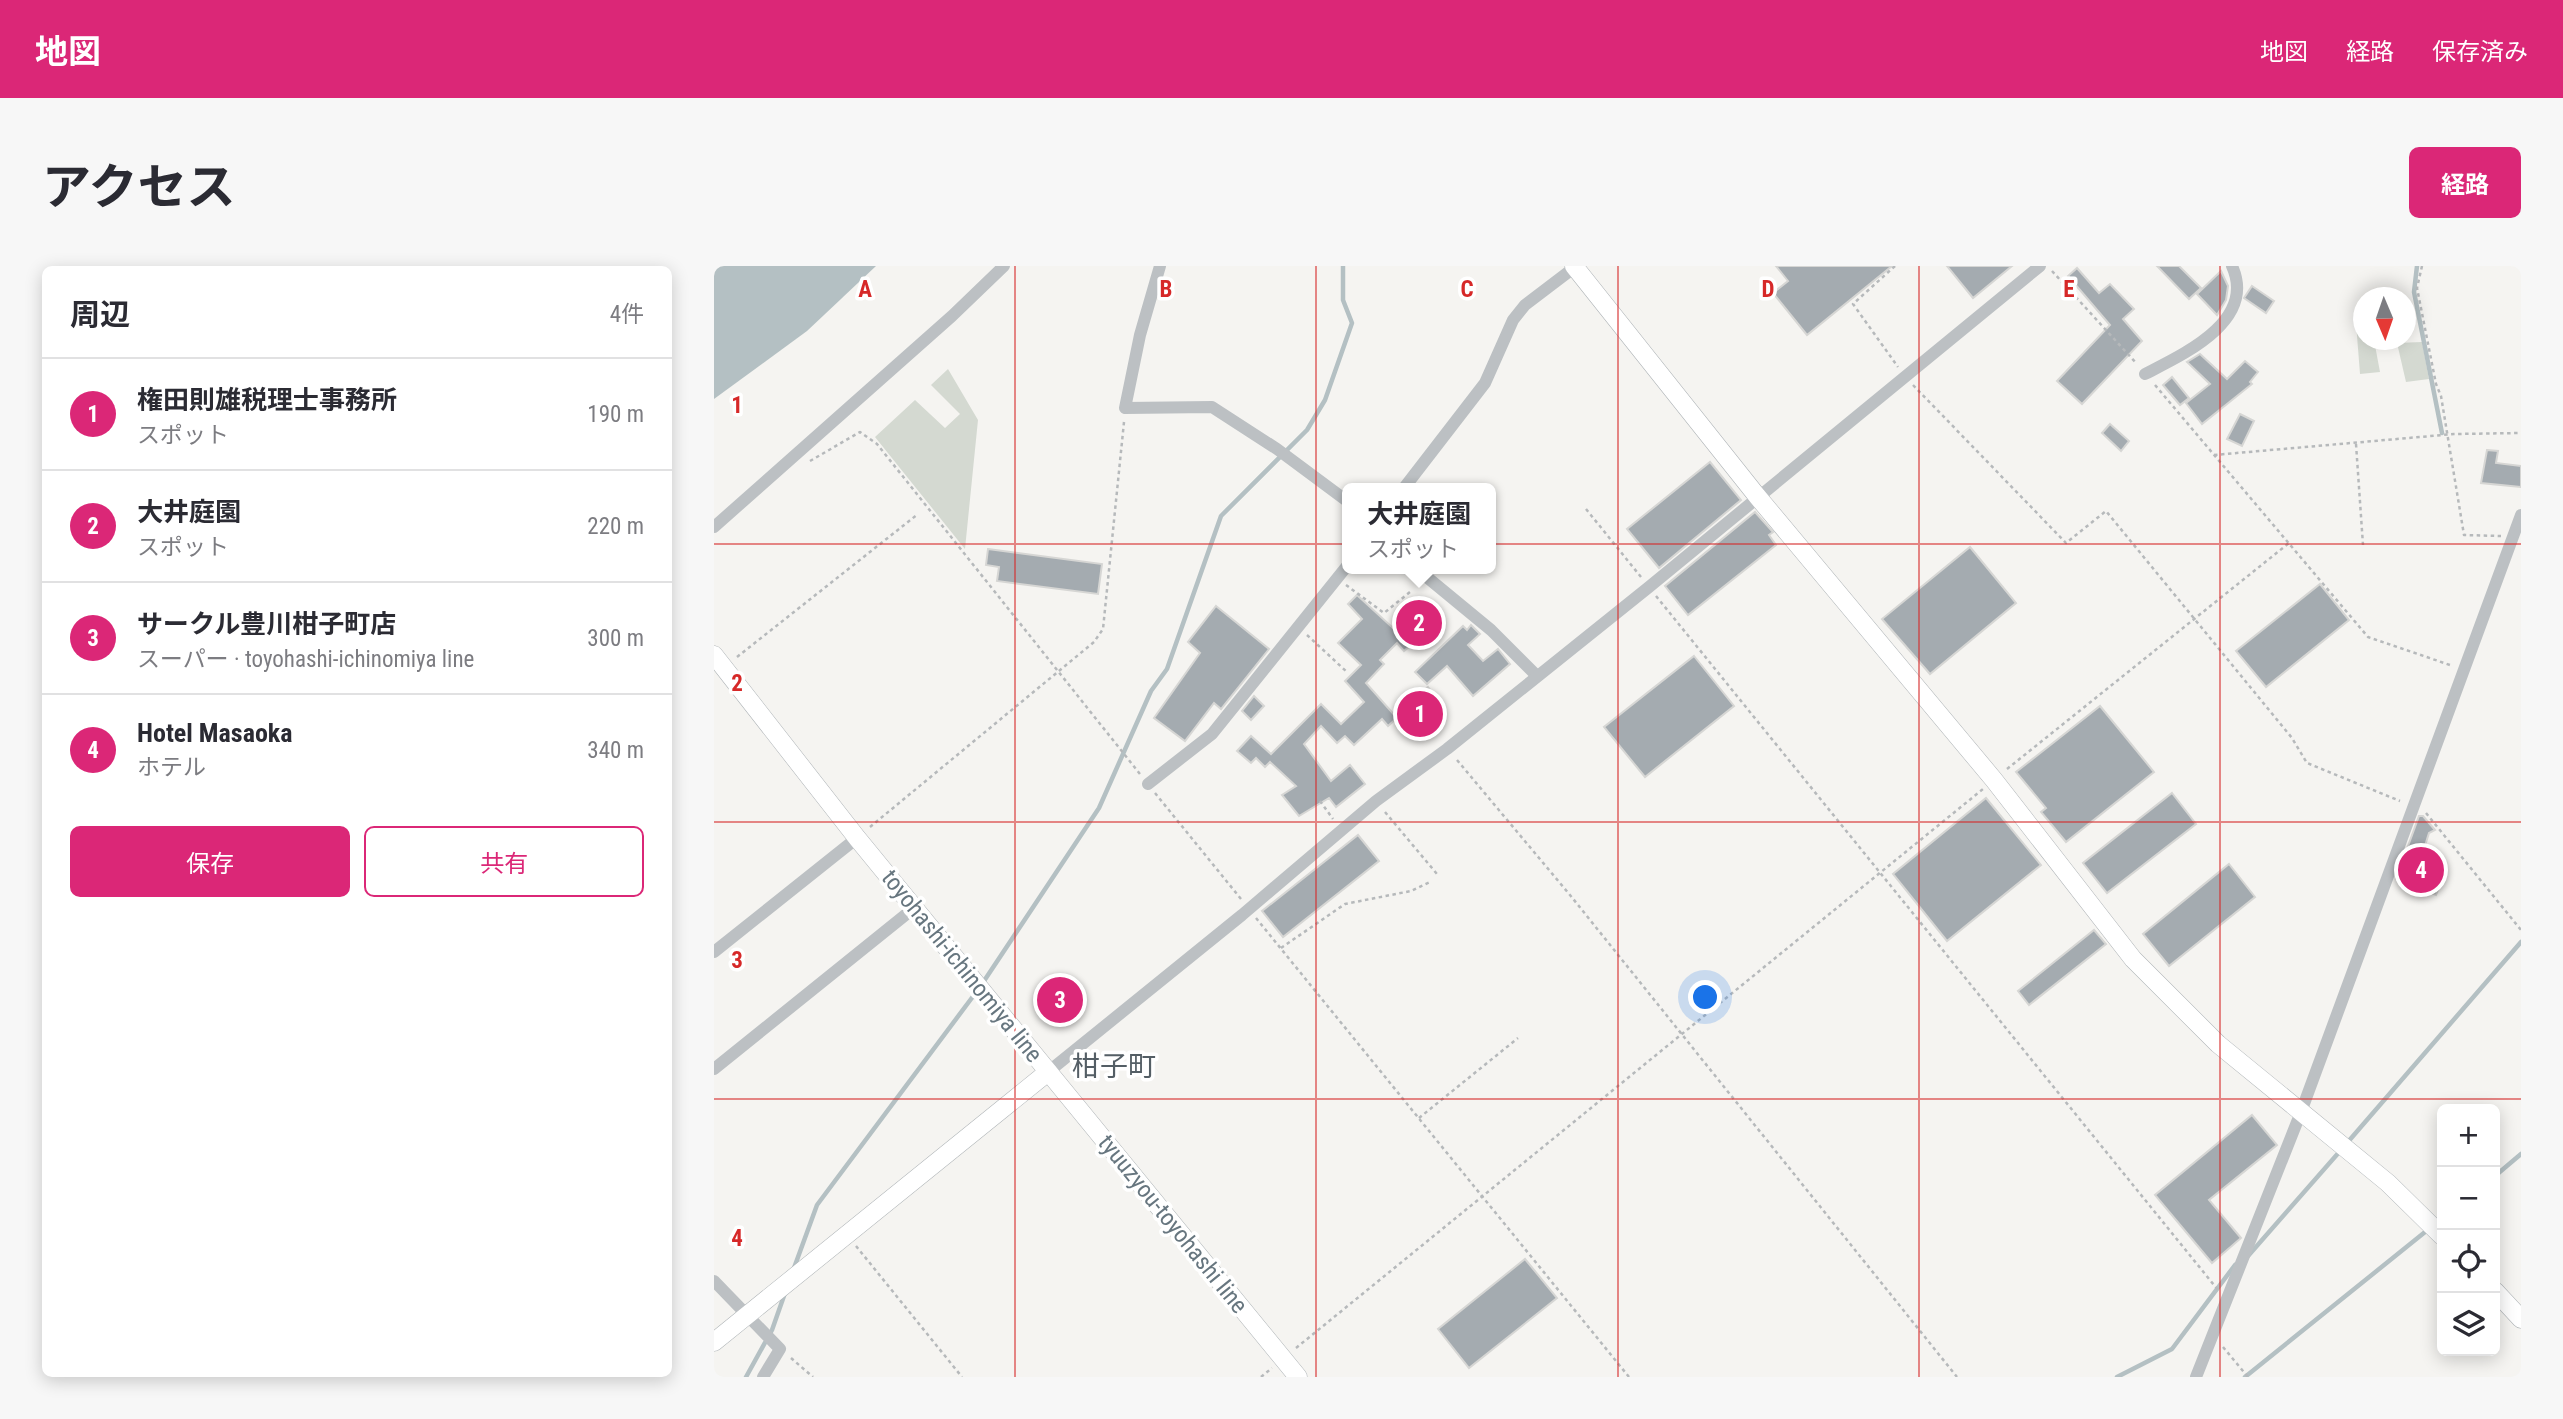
<!DOCTYPE html>
<html lang="ja">
<head>
<meta charset="utf-8">
<style>
	:root { --surface:#fff; --page:#f7f7f7; --text:#2b2b33; --muted:#7c7c81; --line:#e1e1e2; --accent:#db2777 }
	body { margin:0; font-family:"Roboto Condensed","Noto Sans JP",sans-serif; background:var(--page); color:var(--text) }
	.controls { position:absolute; right:21px; bottom:21px; display:grid; overflow:hidden; border-radius:10px; box-shadow:0 4px 18px #0003 }
	.controls button { width:63px; height:63px; display:grid; place-items:center; padding:0; border:0; border-bottom:2px solid var(--line); background:var(--surface); color:var(--text); font:35px sans-serif }
	.compass { position:absolute; left:1639px; top:21px; width:63px; height:63px; border-radius:50%; background:var(--surface); box-shadow:0 4px 18px #0003; rotate:178deg }
	.you { position:absolute; left:992px; top:732px; width:24px; height:24px; margin:-18px; border:5px solid #fff; border-radius:50%; background:#1a73e8; box-shadow:0 0 0 10px #1a73e833 }
	.badge { display:grid; place-items:center; width:46px; height:46px; border-radius:50%; background:var(--accent); color:#fff; font-size:23px; font-weight:700 }
	.pin { position:absolute; translate:-50% -50%; border:4px solid #fff; box-shadow:0 2px 7px #0006 }
	.popup { position:absolute; left:628px; top:217px; width:154px; height:91px; box-sizing:border-box; display:grid; place-content:center; border-radius:10px; background:var(--surface); filter:drop-shadow(0 2px 5px #0005); font-size:23px; white-space:nowrap; color:var(--muted) }
	.popup b { font-size:26px; color:var(--text) }
	.popup::after { content:''; position:absolute; left:50%; top:100%; margin-left:-14px; border:14px solid transparent; border-top-color:var(--surface) }
	.list { margin:0; padding:0; list-style:none }
	h2 { display:flex; justify-content:space-between; align-items:center; height:91px; margin:0; padding:0 28px; font-size:30px }
	h2 small { font-size:23px; font-weight:400; color:var(--muted) }
	.list li { display:grid; grid-template-columns:46px 1fr auto; gap:21px; align-items:center; box-sizing:border-box; height:112px; padding:0 28px; border-top:2px solid var(--line) }
	.list b { display:block; font-size:26px; white-space:nowrap }
	.list p { margin:0; font-size:23px; white-space:nowrap; color:var(--muted) }
	.list em { font-size:23px; font-style:normal; color:var(--muted) }
	.actions { display:flex; gap:14px; padding:21px 28px }
	.actions a { flex:1; padding:16px 0; border:2px solid var(--accent); border-radius:10px; text-align:center; font-size:24px; color:var(--accent) }
	.actions .main { background:var(--accent); color:#fff }
	.icon { flex:none; width:38px; height:38px; fill:none; stroke:currentColor; stroke-width:2; stroke-linecap:round; stroke-linejoin:round }
	.map { position:relative; flex:none; width:1807px; height:1111px; overflow:hidden; border-radius:10px }
	header { display:flex; align-items:center; gap:42px; box-sizing:border-box; height:98px; padding:0 35px; background:var(--accent); color:#fff }
	header strong { font-size:33px }
	nav { display:flex; gap:38px; margin-inline-start:auto; font-size:24px }
	.intro { display:flex; align-items:center; justify-content:space-between; box-sizing:border-box; height:168px; padding:0 42px }
	h1 { margin:0; font-size:49px }
	.button { padding:18px 32px; border-radius:10px; background:var(--accent); color:#fff; font-size:24px; font-weight:700 }
	main { display:flex; gap:42px; padding:0 42px }
	aside { flex:1; background:var(--surface); border-radius:10px; box-shadow:0 4px 18px #0003 }
	.map>svg:first-child { display:block }
	.green { fill:#d4d9d1 }
	.water { fill:#b4c0c3 }
	.lines { fill:none; stroke-linecap:round; stroke-linejoin:round }
	.stream { stroke:#b4c0c3; stroke-width:4.5 }
	.building { fill:#a4abb0; stroke:#d6d6d4; stroke-width:2 }
	.secondary-casing { stroke:#afb4b7; stroke-width:19 }
	.path { stroke:#b6b9bb; stroke-width:2.5; stroke-dasharray:3.5 3.5; stroke-linecap:butt }
	.street { stroke:#bcc0c3; stroke-width:12 }
	.secondary { stroke:#fff; stroke-width:18 }
	.grid { fill:none; stroke:#d62828; stroke-width:2; stroke-opacity:0.55 }
	.labels { text-anchor:middle; stroke-width:7; stroke-linejoin:round; paint-order:stroke }
	.street-label { font-size:24px; fill:#67767f; stroke:#fff }
	.quarter-label { font-size:28px; fill:#545e65; stroke:#fff }
	.grid-label { font-size:23px; text-anchor:middle; font-weight:bold; fill:#d62828; stroke:#fff; stroke-width:7; stroke-linejoin:round; paint-order:stroke }
</style>
</head>
<body>
<header>
<strong>地図</strong>
<nav><a>地図</a><a>経路</a><a>保存済み</a></nav>
</header>
<div class="intro"><h1>アクセス</h1><a class="button">経路</a></div>
<main>
<aside>
<h2>周辺<small>4件</small></h2>
<ul class="list">
<li><span class="badge">1</span><div><b>権田則雄税理士事務所</b><p>スポット</p></div><em>190 m</em></li>
<li><span class="badge">2</span><div><b>大井庭園</b><p>スポット</p></div><em>220 m</em></li>
<li><span class="badge">3</span><div><b>サークル豊川柑子町店</b><p>スーパー · toyohashi-ichinomiya line</p></div><em>300 m</em></li>
<li><span class="badge">4</span><div><b>Hotel Masaoka</b><p>ホテル</p></div><em>340 m</em></li>
</ul>
<div class="actions"><a class="main">保存</a><a>共有</a></div>
</aside>
<div class="map">
<svg width="1807" height="1111" viewBox="0 0 1807 1111">
	<rect width="100%" height="100%" fill="#f5f4f1"/>
	<!-- green -->
	<g class="green">
		<polygon points="1642,57 1649,57 1650,74 1660,74 1666,106 1646,108"/>
		<polygon points="1708,76 1715,113 1692,116 1683,77"/>
		<polygon points="234,103 264,154 251,283 161,171 201,134 231,162 246,148 217,119"/>
	</g>
	<!-- water -->
	<polygon class="water" points="0,0 162,0 93,65 0,133"/>
	<g class="lines">
		<!-- stream -->
		<g class="stream">
			<polyline points="1703,0 1700,26 1728,167"/>
			<polyline points="268,718 385,542 437,425 453,403 507,250 593,164 611,134 638,57 629,34 629,0"/>
			<polyline points="1633,877 1807,676"/>
			<polyline points="1781,910 1807,888"/>
			<polyline points="1534,990 1627,884"/>
			<polyline points="80,1002 103,939 263,725"/>
			<polyline points="32,1111 58,1064 71,1027"/>
			<polyline points="1403,1111 1458,1083 1521,999"/>
			<polyline points="1531,1111 1716,962"/>
		</g>
	</g>
	<!-- building -->
	<g class="building">
		<polygon points="1062,0 1178,0 1093,69 1059,27 1074,15"/>
		<polygon points="1233,0 1298,0 1259,32"/>
		<polygon points="1443,0 1465,0 1487,22 1475,33"/>
		<polygon points="1363,2 1385,27 1396,18 1420,43 1409,53 1428,75 1368,138 1343,115 1396,59 1354,10"/>
		<polygon points="1507,5 1514,20 1512,34 1503,49 1483,28"/>
		<polygon points="1538,20 1560,35 1552,47 1530,32"/>
		<polygon points="1486,88 1513,113 1531,95 1544,106 1536,116 1538,118 1488,158 1472,137 1496,118 1473,96"/>
		<polygon points="1458,111 1475,132 1466,139 1449,119"/>
		<polygon points="1526,148 1540,155 1528,180 1513,173"/>
		<polygon points="1396,158 1415,175 1407,185 1388,167"/>
		<polygon points="1773,184 1784,185 1782,197 1807,200 1807,221 1767,217"/>
		<polygon points="996,196 1027,234 945,302 913,263"/>
		<polygon points="1041,246 1059,266 1055,269 1062,279 974,349 951,320"/>
		<polygon points="1256,281 1302,337 1216,408 1168,353"/>
		<polygon points="274,283 388,298 384,328 283,315 285,301 272,299"/>
		<polygon points="1606,318 1635,354 1552,421 1522,385"/>
		<polygon points="643,329 680,363 709,338 724,356 690,385 683,377 666,394 670,398 652,417 683,452 674,460 668,453 640,479 631,470 623,477 607,460 590,478 617,515 636,499 651,518 622,541 615,532 585,550 568,529 582,520 556,496 551,501 542,492 537,497 523,485 537,470 557,488 607,438 627,458 650,436 631,415 647,399 624,377 648,353 634,338"/>
		<polygon points="502,340 555,383 507,443 500,437 471,475 440,452 486,387 474,376"/>
		<polygon points="757,359 766,368 754,379 769,395 784,383 796,398 759,430 733,400 713,418 701,406 749,360 753,364"/>
		<polygon points="980,390 1020,440 931,511 890,461"/>
		<polygon points="714,421 730,442 702,463 699,459 693,464 680,447"/>
		<polygon points="540,430 550,440 537,454 528,445"/>
		<polygon points="1386,440 1440,506 1352,576 1327,546 1332,542 1302,506"/>
		<polygon points="1458,527 1482,558 1393,627 1369,597"/>
		<polygon points="1272,532 1327,599 1233,675 1179,608"/>
		<polygon points="1705,550 1709,550 1721,564 1715,567 1704,602 1729,611 1722,629 1682,613"/>
		<polygon points="644,569 665,595 569,671 548,645"/>
		<polygon points="1515,598 1541,631 1455,700 1429,668"/>
		<polygon points="1380,664 1392,678 1315,739 1304,725"/>
		<polygon points="344,715 366,741 347,756 326,729"/>
		<polygon points="1538,849 1563,879 1495,934 1527,972 1498,997 1441,929"/>
		<polygon points="811,993 843,1032 755,1102 724,1063"/>
	</g>
	<g class="lines">
		<!-- secondary casing -->
		<g class="secondary-casing">
			<g id="secondary">
				<polyline points="860,0 1043,230 1280,514 1419,693 1504,778 1674,917 1728,970"/>
				<polyline points="0,389 143,572 584,1111"/>
				<polyline points="1781,1025 1807,1053"/>
				<polyline points="0,1076 334,806"/>
			</g>
		</g>
		<!-- path -->
		<g class="path">
			<polyline points="1181,0 1139,38 1184,101"/>
			<polyline points="1708,0 1703,22 1722,118 1727,130 1750,269 1787,270"/>
			<polyline points="1338,5 1423,98"/>
			<polyline points="1199,119 1352,277 1392,245 1578,472 1593,497 1686,535"/>
			<polyline points="1441,119 1654,371 1736,399"/>
			<polyline points="1642,178 1649,279"/>
			<polyline points="1500,189 1740,168 1807,167"/>
			<polyline points="96,195 146,166 163,178 426,508"/>
			<polyline points="872,243 927,311"/>
			<polyline points="632,319 670,347 696,326"/>
			<polyline points="942,330 1504,1024"/>
			<polyline points="593,369 634,407"/>
			<polyline points="23,391 204,248"/>
			<polyline points="743,494 856,629 1243,1111"/>
			<polyline points="1293,503 1575,277"/>
			<polyline points="441,527 527,633"/>
			<polyline points="606,535 619,553"/>
			<polyline points="671,546 723,608"/>
			<polyline points="1712,547 1807,664"/>
			<polyline points="156,561 380,376 389,363 410,156"/>
			<polyline points="542,652 915,1111"/>
			<polyline points="567,682 631,638 697,625 716,616"/>
			<polyline points="705,852 804,772"/>
			<polyline points="142,980 248,1111"/>
			<polyline points="1509,1081 1534,1111"/>
			<polyline points="582,1082 1269,523"/>
			<polyline points="77,1092 99,1111"/>
			<polyline points="547,1111 558,1102"/>
		</g>
		<!-- street -->
		<g class="street">
			<polyline points="446,0 426,69 411,142 498,141 563,183 633,235"/>
			<path d="M1431,108C1470,88 1543,55 1518,0"/>
			<polyline points="690,222 771,117 799,54 811,39 861,1"/>
			<polyline points="0,261 238,50 290,0"/>
			<polyline points="703,303 777,364 823,410"/>
			<polyline points="434,518 498,468 633,300"/>
			<polyline points="0,686 143,572"/>
			<polyline points="0,803 200,642"/>
			<polyline points="334,806 528,649 662,535 733,483 935,321 1326,0"/>
			<polyline points="0,1015 66,1083 49,1111"/>
			<polyline points="1482,1111 1587,846 1807,249"/>
		</g>
		<!-- secondary -->
		<use href="#secondary" class="secondary"/>
	</g>
	<!-- grid -->
	<path class="grid" d="M301,0V1111M602,0V1111M904,0V1111M1205,0V1111M1506,0V1111M0,278H1807M0,556H1807M0,833H1807"/>
	<g class="labels">
		<!-- street labels -->
		<g class="street-label">
			<text transform="translate(248 700) rotate(51)" y="8">toyohashi-ichinomiya line</text>
			<text transform="translate(459 958) rotate(51)" y="8">tyuuzyou-toyohashi line</text>
		</g>
		<!-- quarter labels -->
		<g class="quarter-label">
			<text x="400" y="810">柑子町</text>
		</g>
	</g>
	<g class="grid-label">
		<text x="151" y="31">A</text>
		<text x="452" y="31">B</text>
		<text x="753" y="31">C</text>
		<text x="1054" y="31">D</text>
		<text x="1355" y="31">E</text>
		<text x="23" y="147">1</text>
		<text x="23" y="425">2</text>
		<text x="23" y="702">3</text>
		<text x="23" y="980">4</text>
	</g>
</svg>
<div class="controls">
<button>+</button>
<button>−</button>
<button><svg class="icon" aria-label="locate" viewBox="0 0 24 24"><circle cx="12" cy="12" r="6"/><path d="M12 2v4M12 18v4M2 12h4M18 12h4"/></svg></button>
<button><svg class="icon" aria-label="layers" viewBox="0 0 24 24"><path d="M12 4l9 5-9 5-9-5zM3 14l9 5 9-5"/></svg></button>
</div>
<svg class="compass" viewBox="-18 -18 36 36"><path d="M0-13l5 13h-10z" fill="#e53935"/><path d="M0 13l5-13h-10z" fill="#7c7c81"/></svg>
<div class="you"></div>
<div class="pin badge" style="left:706px;top:448px">1</div>
<div class="pin badge" style="left:705px;top:357px">2</div>
<div class="popup"><b>大井庭園</b>スポット</div>
<div class="pin badge" style="left:346px;top:734px">3</div>
<div class="pin badge" style="left:1707px;top:604px">4</div>
</div>
</main>
</body>
</html>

##############################

If a line of the data above holds the string "body", count it, then state only the total.

3